Rozpoczęły się kolejne prace zabezpieczające na zapożarowanej hałdzie Wrzosy I w Pszowie. Niebezpieczeństwo lekceważą jednak motocykliści, którzy w poszukiwaniu wrażeń zamieniają zwałowisko w tor, niszcząc przy tym wykonane wcześniej okrywy izolacyjne i wzmagając pożar. Przypominamy - obowiązuje bezwzględny zakaz wstępu na hałdę!
Spółka Restrukturyzacji Kopalń S.A. ruszyła z kolejną doraźną likwidacją zjawisk pożarowych. We wtorek, 12 listopada teren przekazano firmie działającej na zlecenie spółki. Więcej pisaliśmy tutaj: Gaszenie Hałdy Wrzosy
Jak Informuje SRK, problemem jednak wciąż pozostają motocrossowcy, którzy zapożarowaną hałdę zamienili w tor przeszkód. Regularnie pojawiające się grupy rozjeżdżają powierzchnię zwałowiska, uszkadzając ją. Do powstałych pęknięć dostaje się powietrze, co wzmaga pożar.

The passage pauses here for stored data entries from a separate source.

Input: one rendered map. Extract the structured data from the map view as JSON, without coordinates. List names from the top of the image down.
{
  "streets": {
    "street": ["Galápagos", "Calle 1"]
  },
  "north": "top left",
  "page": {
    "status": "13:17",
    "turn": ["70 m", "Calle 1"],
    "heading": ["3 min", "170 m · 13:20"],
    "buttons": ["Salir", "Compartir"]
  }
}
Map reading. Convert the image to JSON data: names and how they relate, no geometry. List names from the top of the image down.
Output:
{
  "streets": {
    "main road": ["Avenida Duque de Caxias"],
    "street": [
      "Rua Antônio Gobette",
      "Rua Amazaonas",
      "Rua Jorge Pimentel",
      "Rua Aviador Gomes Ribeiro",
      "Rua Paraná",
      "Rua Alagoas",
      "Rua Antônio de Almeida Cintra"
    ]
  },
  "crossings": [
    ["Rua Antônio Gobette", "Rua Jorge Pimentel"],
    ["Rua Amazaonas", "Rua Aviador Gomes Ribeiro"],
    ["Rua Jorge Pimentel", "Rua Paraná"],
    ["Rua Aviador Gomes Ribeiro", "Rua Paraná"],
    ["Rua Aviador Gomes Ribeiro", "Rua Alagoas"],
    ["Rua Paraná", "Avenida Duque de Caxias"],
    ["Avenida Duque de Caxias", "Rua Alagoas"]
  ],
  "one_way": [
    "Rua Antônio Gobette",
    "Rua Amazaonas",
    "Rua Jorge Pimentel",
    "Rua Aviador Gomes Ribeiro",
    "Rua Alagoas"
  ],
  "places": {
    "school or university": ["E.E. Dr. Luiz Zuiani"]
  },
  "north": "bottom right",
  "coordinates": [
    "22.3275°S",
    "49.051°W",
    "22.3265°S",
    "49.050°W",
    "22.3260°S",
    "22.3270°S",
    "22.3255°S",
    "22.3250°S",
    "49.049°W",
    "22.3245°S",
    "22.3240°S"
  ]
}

To, co nieodpowiedzialne i nierozważne jest również niebezpieczne, bo miejscami temperatura hałdy przekracza 500 stopni. Nie pomagają oznakowania terenu, które są notorycznie lekceważone i niszczone. Mieszkańcy także regularnie zgłaszają obecność jednośladów na hałdzie. Dla wyhamowania nierozsądnego zapału SRK prowadzi wspólne patrole z policjantami z Komendy Powiatowej Policji w Wodzisławiu Śląskim oraz Komendy Wojewódzkiej Policji w Katowicach. Ceną za taką „zabawę”, poza narażaniem własnego zdrowia, jest surowy mandat. Taryfy ulgowej brak. Przypominamy, że jest to teren objęty zakazem wstępu!
Kilkukrotnie podczas patrolowania hałdy natrafiano również na rowerzystów, grupki młodzieży, a nawet na spacerującego rodzica z dziećmi. Dlatego apelujemy o zachowanie zdrowego rozsądku, bo paląca się hałda to nie atrakcja, a zagrożenie. Dodatkowo prosimy o niezwłoczne zgłaszanie na policję każdego przypadku łamania zakazu wstępu na hałdę!